Teenie-Nöte vom Fließband

Reden, Rumspinnen und „Bravo“ lesen gehören zu den unverzichtbaren Grundtätigkeiten eines Storyliners. Irgendwer muß schließlich die Dialoge in den täglichen Soaps erfinden  ■ Von Inken Schröder

„Wenn unser Budget es erlaubt, wird Annalena eine normale Schwangerschaft haben und ein gesundes Kind zur Welt bringen. Andernfalls hat sie eine Eileiterschwangerschaft“ – so steht es im Sitzungsprotokoll des „Marienhof“-Autorenteams.
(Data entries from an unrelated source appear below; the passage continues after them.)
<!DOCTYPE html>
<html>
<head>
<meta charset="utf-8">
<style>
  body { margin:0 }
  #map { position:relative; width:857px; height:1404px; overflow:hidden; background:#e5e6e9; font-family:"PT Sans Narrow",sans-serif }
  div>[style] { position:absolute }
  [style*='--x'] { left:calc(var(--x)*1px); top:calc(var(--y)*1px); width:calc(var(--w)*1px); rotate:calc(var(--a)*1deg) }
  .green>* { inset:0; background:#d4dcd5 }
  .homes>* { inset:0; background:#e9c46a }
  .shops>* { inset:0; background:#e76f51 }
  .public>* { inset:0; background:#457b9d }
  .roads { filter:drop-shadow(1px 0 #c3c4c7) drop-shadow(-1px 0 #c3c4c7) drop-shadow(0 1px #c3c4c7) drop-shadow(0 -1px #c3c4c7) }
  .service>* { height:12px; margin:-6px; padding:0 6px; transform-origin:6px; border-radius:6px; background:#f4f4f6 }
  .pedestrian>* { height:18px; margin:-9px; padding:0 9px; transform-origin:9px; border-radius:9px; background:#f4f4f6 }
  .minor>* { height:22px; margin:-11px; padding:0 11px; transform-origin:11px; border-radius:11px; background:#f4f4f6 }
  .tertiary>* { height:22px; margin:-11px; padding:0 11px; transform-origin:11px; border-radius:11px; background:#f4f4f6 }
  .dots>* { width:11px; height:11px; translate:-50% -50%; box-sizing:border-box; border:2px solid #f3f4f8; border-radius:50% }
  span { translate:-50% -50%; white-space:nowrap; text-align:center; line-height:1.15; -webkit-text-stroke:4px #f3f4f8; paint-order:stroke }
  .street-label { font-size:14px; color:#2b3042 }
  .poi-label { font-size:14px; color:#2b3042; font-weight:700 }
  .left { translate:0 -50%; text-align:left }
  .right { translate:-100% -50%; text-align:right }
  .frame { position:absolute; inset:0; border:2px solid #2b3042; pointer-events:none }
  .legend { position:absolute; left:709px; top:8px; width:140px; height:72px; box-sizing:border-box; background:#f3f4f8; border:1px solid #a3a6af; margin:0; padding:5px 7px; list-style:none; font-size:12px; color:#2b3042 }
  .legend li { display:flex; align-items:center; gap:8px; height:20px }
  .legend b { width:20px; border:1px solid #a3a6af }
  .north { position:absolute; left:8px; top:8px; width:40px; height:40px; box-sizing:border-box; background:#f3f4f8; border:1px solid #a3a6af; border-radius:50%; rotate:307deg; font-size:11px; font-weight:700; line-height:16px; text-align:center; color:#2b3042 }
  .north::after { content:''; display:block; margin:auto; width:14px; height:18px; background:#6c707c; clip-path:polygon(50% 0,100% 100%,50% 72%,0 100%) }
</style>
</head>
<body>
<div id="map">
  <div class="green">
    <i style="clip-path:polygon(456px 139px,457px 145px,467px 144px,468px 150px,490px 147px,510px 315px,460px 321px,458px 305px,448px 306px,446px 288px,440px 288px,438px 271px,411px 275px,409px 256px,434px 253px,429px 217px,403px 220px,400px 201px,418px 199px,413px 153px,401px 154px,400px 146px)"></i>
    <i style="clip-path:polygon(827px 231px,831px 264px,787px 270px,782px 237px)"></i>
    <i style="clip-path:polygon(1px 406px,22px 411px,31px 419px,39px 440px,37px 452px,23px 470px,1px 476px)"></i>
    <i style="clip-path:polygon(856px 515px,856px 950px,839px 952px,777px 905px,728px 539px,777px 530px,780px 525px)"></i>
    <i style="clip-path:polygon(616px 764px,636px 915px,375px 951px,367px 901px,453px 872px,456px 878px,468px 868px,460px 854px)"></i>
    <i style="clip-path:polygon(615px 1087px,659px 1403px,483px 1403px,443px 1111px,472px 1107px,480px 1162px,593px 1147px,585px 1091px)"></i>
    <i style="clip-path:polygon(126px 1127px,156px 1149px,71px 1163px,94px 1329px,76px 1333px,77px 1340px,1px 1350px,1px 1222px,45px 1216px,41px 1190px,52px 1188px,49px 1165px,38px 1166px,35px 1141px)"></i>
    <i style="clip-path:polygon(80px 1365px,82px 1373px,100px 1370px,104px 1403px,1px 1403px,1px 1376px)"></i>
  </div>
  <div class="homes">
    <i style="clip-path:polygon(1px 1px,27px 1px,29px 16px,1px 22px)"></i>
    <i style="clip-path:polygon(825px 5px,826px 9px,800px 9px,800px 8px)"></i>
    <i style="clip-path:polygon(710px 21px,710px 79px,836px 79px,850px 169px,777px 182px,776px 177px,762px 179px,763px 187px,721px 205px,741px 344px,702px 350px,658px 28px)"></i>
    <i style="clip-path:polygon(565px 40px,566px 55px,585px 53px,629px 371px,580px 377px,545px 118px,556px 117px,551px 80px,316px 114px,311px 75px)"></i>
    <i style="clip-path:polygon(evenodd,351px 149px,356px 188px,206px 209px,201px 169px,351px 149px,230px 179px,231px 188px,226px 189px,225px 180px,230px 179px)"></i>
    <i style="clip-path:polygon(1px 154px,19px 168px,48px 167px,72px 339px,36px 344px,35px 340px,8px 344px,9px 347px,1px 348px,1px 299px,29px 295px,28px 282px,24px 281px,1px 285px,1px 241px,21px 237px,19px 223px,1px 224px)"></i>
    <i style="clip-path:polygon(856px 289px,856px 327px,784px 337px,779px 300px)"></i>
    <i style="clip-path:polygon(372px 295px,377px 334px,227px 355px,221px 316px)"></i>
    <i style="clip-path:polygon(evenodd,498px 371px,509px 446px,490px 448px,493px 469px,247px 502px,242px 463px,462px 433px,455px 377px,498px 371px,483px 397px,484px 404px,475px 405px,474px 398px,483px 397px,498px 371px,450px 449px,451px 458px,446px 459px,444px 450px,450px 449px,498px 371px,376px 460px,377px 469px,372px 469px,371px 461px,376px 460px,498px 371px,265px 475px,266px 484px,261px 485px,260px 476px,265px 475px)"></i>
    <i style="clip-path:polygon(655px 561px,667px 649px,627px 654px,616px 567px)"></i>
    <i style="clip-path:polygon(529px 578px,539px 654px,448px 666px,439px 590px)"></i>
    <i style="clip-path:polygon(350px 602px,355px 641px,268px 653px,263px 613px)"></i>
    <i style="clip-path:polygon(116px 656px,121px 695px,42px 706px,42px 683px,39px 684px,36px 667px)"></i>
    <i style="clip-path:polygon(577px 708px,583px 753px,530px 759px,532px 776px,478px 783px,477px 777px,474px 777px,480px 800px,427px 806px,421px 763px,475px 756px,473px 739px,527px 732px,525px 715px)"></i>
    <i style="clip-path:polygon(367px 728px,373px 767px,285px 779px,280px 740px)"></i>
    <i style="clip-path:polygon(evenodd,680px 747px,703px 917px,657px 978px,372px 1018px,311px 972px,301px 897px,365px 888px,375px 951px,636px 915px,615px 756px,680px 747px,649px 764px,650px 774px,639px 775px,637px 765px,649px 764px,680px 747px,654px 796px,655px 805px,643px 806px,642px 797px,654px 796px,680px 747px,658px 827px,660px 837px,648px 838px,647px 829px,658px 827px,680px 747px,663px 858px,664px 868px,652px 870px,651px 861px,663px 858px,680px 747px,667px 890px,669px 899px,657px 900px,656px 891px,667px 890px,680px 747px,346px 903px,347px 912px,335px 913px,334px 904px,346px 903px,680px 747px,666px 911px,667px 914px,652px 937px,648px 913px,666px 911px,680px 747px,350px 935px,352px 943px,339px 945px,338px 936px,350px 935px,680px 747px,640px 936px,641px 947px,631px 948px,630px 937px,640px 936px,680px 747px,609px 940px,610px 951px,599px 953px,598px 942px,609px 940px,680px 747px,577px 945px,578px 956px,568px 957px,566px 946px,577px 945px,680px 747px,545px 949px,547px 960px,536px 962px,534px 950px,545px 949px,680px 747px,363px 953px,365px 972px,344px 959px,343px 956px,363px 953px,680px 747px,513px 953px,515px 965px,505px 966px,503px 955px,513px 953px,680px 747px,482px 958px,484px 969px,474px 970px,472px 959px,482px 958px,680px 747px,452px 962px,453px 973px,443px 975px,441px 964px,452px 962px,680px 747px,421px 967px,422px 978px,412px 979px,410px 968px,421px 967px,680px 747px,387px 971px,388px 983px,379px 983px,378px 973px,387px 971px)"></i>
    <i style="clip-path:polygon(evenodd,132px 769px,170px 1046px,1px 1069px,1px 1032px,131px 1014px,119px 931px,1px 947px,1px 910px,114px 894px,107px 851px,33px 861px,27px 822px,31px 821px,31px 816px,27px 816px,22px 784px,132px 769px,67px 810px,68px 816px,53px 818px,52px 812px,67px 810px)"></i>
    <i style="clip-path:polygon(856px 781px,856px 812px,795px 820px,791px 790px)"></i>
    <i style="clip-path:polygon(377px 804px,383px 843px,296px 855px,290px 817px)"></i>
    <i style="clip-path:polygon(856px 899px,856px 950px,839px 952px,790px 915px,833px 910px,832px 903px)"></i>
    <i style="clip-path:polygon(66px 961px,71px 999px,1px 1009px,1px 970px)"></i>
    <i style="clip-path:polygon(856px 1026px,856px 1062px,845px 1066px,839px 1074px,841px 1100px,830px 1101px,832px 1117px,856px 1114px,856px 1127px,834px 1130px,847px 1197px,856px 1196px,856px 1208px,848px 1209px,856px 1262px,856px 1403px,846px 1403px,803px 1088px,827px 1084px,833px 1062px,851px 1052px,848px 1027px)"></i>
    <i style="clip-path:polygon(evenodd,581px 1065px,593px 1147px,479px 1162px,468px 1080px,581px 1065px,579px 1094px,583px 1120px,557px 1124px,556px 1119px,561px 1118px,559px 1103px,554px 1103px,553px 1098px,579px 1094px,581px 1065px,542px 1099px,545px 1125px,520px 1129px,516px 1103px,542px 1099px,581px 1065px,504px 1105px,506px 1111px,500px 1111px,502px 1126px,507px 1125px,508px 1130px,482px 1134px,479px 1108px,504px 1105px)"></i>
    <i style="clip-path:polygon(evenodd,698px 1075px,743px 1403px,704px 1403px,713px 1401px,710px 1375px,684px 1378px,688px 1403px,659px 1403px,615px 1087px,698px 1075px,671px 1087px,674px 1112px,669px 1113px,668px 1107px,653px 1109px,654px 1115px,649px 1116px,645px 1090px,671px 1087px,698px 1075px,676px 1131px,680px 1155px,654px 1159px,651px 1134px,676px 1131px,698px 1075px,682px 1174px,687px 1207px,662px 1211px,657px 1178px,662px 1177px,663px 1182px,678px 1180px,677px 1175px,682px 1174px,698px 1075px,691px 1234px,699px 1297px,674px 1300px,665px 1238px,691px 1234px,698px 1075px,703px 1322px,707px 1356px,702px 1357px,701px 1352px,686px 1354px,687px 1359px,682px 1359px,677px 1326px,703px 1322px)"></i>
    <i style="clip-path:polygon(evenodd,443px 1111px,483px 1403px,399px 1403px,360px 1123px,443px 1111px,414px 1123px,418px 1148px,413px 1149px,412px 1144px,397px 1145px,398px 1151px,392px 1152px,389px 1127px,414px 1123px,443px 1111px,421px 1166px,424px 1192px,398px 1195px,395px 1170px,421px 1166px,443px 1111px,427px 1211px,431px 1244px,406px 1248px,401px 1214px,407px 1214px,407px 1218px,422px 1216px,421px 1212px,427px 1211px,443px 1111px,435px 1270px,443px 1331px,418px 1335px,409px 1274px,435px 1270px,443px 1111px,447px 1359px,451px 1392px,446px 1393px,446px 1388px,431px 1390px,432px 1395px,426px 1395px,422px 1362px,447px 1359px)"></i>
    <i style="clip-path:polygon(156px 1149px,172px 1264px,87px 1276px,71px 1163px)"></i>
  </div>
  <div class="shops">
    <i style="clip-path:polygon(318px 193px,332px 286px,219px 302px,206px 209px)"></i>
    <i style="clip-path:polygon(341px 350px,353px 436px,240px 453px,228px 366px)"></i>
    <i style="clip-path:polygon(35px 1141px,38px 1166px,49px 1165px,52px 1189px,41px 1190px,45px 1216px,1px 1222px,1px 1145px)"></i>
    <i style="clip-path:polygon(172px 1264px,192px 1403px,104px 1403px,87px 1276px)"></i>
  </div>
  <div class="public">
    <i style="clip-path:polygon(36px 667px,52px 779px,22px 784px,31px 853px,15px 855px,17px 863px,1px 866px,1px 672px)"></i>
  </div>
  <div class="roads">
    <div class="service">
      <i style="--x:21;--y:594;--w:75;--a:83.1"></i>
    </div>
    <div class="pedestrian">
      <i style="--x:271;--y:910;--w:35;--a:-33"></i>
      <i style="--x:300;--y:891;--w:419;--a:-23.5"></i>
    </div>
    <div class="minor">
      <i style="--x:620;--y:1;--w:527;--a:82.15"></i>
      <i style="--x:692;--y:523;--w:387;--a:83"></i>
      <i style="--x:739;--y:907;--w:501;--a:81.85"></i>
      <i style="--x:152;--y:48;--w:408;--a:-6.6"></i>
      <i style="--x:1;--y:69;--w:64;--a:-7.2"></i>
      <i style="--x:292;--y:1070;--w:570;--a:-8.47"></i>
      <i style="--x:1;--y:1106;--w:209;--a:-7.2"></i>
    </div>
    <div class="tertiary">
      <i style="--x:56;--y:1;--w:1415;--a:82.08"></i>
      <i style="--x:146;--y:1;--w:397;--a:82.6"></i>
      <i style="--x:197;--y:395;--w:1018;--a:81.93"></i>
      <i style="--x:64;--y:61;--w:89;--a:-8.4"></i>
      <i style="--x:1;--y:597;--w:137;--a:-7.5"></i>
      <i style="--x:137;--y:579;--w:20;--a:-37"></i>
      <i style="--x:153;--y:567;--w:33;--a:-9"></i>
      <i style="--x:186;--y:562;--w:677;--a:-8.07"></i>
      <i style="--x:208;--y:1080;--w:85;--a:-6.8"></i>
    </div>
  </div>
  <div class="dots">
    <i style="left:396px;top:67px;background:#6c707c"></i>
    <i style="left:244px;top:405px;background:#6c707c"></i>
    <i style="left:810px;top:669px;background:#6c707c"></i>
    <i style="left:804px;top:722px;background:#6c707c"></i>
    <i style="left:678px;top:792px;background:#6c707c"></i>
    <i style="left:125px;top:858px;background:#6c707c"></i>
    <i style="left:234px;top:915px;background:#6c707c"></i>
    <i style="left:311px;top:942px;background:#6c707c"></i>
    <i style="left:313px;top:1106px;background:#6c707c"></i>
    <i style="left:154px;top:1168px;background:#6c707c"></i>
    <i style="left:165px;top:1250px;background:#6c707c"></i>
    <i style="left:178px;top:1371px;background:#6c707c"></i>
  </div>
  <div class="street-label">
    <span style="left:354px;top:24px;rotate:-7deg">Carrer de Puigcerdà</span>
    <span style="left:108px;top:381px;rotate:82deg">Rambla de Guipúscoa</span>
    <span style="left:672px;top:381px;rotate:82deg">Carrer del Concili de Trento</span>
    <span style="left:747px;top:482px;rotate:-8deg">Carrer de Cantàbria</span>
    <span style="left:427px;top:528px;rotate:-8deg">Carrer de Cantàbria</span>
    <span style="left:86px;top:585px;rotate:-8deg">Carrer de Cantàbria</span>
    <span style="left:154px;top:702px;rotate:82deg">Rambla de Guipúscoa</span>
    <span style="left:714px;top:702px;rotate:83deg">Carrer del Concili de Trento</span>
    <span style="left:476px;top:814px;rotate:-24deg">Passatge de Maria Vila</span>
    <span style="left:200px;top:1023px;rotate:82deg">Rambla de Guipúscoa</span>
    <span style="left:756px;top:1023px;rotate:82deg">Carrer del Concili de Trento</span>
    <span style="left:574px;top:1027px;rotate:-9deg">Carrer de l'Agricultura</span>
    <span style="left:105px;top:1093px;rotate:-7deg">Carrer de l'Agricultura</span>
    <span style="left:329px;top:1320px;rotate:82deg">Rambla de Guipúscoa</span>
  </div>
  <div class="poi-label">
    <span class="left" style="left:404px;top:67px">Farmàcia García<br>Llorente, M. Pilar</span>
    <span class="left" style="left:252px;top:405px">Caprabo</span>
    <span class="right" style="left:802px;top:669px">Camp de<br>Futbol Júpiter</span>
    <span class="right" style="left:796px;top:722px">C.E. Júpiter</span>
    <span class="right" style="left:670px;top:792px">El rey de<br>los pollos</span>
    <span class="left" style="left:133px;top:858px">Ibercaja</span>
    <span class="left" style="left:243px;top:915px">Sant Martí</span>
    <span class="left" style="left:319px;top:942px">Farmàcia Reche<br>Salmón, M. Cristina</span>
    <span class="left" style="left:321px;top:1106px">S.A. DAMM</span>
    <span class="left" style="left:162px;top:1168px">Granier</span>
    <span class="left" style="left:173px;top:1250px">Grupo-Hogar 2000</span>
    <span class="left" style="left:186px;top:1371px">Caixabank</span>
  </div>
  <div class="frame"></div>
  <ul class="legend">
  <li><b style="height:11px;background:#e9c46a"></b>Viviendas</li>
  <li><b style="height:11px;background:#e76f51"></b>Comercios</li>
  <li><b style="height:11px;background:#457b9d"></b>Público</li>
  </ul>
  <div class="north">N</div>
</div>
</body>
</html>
In der ARD- Vorabend-Soap geht's pragmatisch zu: Das Thema Schwangerschaft erscheint den Storylinern, die sich täglich die neuesten Windungen der Soap-Geschichten ausdenken, interessant; vor allem vom Human Touch her. Die letztendliche Austragung des Kindes ist dann schon weniger zwingend und ein fertiger Säugling irgendwie schon wieder langweilig und außerdem viel zu teuer.

Während die ARD täglich zur Abendbrotzeit in den Krisenherd „Marienhof“ blendet, beobachtet man auf einem anderen Sender folgendes: In modernen Ikea-Küchen sitzen junge hübsche Menschen, Mädchen im H&M-Outfit und Jungs, denen man ansieht, daß sie ihre Freizeit nicht nur in der Serie in Fitneßstudios verbringen. Von der Ästhetik her sieht alles schwer nach Werbefernsehen aus, doch in Wirklichkeit ist es die RTL-Soap „Gute Zeiten, Schlechte Zeiten“, GZSZ. Die Gespräche drehen sich um Liebe, Eifersucht, Geld, Freunde und die eigene Familie – also um nichts Besonderes eigentlich.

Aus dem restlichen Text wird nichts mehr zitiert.